- [WORK TO BE COMPLETED]: Reproduce the data exactly, leaving nothing out.

- [PROVIDED RECORDS]:
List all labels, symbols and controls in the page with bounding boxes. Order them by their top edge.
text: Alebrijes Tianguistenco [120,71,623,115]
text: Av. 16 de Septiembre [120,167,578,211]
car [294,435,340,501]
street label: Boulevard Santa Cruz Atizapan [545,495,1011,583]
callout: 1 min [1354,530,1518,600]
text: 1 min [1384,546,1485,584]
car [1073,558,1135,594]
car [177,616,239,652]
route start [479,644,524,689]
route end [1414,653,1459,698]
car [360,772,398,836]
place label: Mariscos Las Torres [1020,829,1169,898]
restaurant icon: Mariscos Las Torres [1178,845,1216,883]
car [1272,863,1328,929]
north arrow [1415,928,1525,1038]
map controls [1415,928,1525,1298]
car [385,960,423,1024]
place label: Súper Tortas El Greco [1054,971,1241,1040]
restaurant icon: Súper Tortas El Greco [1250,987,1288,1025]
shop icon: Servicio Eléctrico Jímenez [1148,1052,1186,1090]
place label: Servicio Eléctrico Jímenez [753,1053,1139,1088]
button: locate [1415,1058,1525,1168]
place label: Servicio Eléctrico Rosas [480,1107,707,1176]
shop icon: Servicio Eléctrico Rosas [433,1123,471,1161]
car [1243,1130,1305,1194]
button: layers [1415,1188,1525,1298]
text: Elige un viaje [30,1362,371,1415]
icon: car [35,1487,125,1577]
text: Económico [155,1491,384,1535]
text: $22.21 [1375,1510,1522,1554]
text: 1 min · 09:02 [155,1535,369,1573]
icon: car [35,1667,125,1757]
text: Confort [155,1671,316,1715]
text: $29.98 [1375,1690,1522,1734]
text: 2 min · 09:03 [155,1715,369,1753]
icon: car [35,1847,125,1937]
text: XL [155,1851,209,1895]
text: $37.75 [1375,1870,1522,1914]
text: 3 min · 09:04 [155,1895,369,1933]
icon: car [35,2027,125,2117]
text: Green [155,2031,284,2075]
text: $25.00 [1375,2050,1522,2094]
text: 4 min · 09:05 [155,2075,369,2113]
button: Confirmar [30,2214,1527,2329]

- [FINISHED TASK]:
List all labels, symbols and controls in the page with bounding boxes. Order them by their top edge.
text: Alebrijes Tianguistenco [120,71,623,115]
text: Av. 16 de Septiembre [120,167,578,211]
car [294,435,340,501]
street label: Boulevard Santa Cruz Atizapan [545,495,1011,583]
callout: 1 min [1354,530,1518,600]
text: 1 min [1384,546,1485,584]
car [1073,558,1135,594]
car [177,616,239,652]
route start [479,644,524,689]
route end [1414,653,1459,698]
car [360,772,398,836]
place label: Mariscos Las Torres [1020,829,1169,898]
restaurant icon: Mariscos Las Torres [1178,845,1216,883]
car [1272,863,1328,929]
north arrow [1415,928,1525,1038]
map controls [1415,928,1525,1298]
car [385,960,423,1024]
place label: Súper Tortas El Greco [1054,971,1241,1040]
restaurant icon: Súper Tortas El Greco [1250,987,1288,1025]
shop icon: Servicio Eléctrico Jímenez [1148,1052,1186,1090]
place label: Servicio Eléctrico Jímenez [753,1053,1139,1088]
button: locate [1415,1058,1525,1168]
place label: Servicio Eléctrico Rosas [480,1107,707,1176]
shop icon: Servicio Eléctrico Rosas [433,1123,471,1161]
car [1243,1130,1305,1194]
button: layers [1415,1188,1525,1298]
text: Elige un viaje [30,1362,371,1415]
icon: car [35,1487,125,1577]
text: Económico [155,1491,384,1535]
text: $22.21 [1375,1510,1522,1554]
text: 1 min · 09:02 [155,1535,369,1573]
icon: car [35,1667,125,1757]
text: Confort [155,1671,316,1715]
text: $29.98 [1375,1690,1522,1734]
text: 2 min · 09:03 [155,1715,369,1753]
icon: car [35,1847,125,1937]
text: XL [155,1851,209,1895]
text: $37.75 [1375,1870,1522,1914]
text: 3 min · 09:04 [155,1895,369,1933]
icon: car [35,2027,125,2117]
text: Green [155,2031,284,2075]
text: $25.00 [1375,2050,1522,2094]
text: 4 min · 09:05 [155,2075,369,2113]
button: Confirmar [30,2214,1527,2329]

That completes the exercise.